Graduation ceremonies and garden parties are the usual features of university calendars in early July. This year, the physical and financial environments for both local universities are severely stretched.
There are serious policy questions to be posed and answered on how university provision is organised and funded here.
Both Queen's University and the University of Ulster are large institutions. Each attracts several thousand new students each year and they both offer an extensive range of subjects at undergraduate and post-graduate levels.
In financial terms, both universities argue that, in recent years, they have taken a financial hit as the government part of their funding has lagged below what has been allocated to universities in England.

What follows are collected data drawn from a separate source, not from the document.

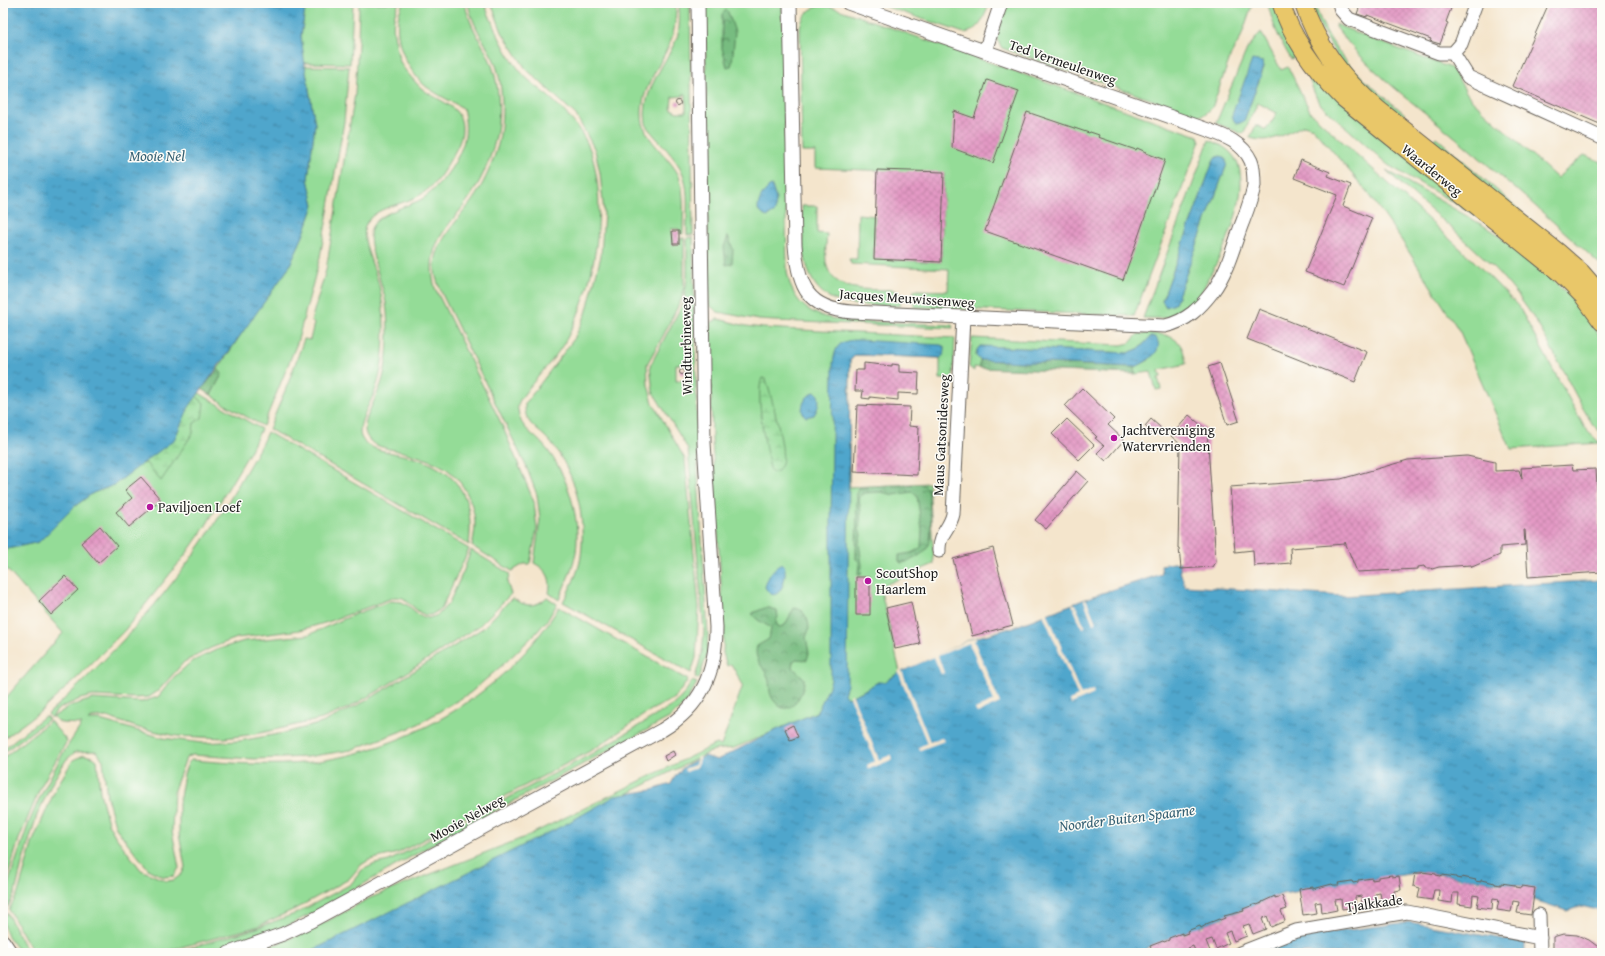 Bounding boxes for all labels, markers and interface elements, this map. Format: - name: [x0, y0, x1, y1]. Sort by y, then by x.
- street label: Ted Vermeulenweg: [1007, 34, 1119, 90]
- street label: Waarderweg: [1397, 139, 1467, 201]
- water label: Mooie Nel: [129, 145, 185, 166]
- street label: Jacques Meuwissenweg: [837, 283, 975, 313]
- street label: Windturbineweg: [675, 297, 697, 395]
- street label: Maus Gatsonidesweg: [928, 374, 954, 496]
- place label: Jachtvereniging Watervrienden: [1120, 420, 1215, 456]
- marker: Jachtvereniging Watervrienden: [1109, 433, 1119, 443]
- place label: Paviljoen Loef: [158, 497, 242, 517]
- marker: Paviljoen Loef: [145, 502, 155, 512]
- place label: ScoutShop Haarlem: [876, 563, 939, 599]
- marker: ScoutShop Haarlem: [863, 576, 873, 586]
- street label: Mooie Nelweg: [426, 789, 508, 847]
- water label: Noorder Buiten Spaarne: [1058, 799, 1196, 836]
- street label: Tjalkkade: [1344, 889, 1404, 917]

Both Queen's and UU quote from a common source showing that from 2010 to 2019 the grant from Government fell by 30% in real terms.

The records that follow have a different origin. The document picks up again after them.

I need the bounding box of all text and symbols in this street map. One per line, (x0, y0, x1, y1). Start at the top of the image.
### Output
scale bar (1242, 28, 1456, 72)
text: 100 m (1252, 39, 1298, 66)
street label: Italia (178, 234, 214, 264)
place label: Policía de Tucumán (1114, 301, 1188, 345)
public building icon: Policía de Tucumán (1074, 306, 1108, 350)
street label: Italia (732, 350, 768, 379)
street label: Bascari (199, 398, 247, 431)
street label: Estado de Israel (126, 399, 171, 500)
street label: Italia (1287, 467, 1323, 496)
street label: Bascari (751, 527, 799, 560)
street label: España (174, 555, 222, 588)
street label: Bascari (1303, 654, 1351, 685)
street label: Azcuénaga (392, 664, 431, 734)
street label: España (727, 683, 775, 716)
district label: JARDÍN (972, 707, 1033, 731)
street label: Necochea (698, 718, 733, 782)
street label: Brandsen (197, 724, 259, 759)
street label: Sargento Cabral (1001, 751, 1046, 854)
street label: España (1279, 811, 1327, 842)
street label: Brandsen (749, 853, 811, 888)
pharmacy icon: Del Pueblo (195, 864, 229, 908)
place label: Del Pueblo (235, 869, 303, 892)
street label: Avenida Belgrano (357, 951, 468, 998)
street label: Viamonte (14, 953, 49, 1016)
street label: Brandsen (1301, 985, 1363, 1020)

This comparison allows them to plead that they are being asked to provide university education to national standards but with inadequate funding.
That plea opens the way to ask questions.
• Do Queen's and UU admit too few students?
• Should students from NI be dissuaded from going to GB or Irish universities?
• Should students at NI universities continue to pay lower fees than students at GB universities?
Both the local universities try to attract as many well qualified students, local or from elsewhere, as they can. There is no suggestion from the local universities that they would wish to limit student mobility to GB or Ireland. That would be a dangerous argument since it would detract from the ability to offer comparable (or better) undergraduate provision. The NI Executive stands back from this argument but indirectly acts to influence the outcome by setting maximum student intake numbers which is also a way of limiting the size of the annual financing of student grants and loans.
The latest annual accounts for Queen's and UU illustrate emerging financial problems.
Annual accounts for Queen's University have been filed for the year 2018-19. They show: 2018-19
Deficit: (£ 64.0m)
Net assets: £527.5m
The deficit in 2018-19 can be explained by the need to take an exceptional charge in the accounts because of a revised actuarial assessment of the accrued deficit on the defined benefit pension schemes for staff. In 2018-19, this added a one-off charge of £72.9m. as part of a UK-wide actuarial outcome. Without the unusual pension scheme provision, there would have been a surplus of £8.8m. The accounts do however confirm that there are financial constraints.
The latest filed accounts for UU are for the year ending in September 2018, and show: 2017-18
Net assets: £308.7m
UU, when the next accounts are available, may be expected to show both its actuarial share of the cost of the recent pensions revaluation and, in addition, the incidence of the additional costs of the delay in the large capital building programme in Belfast. The acting Vice-Chancellor has quoted expected losses of £64m over the next three years. A financial squeeze is underway.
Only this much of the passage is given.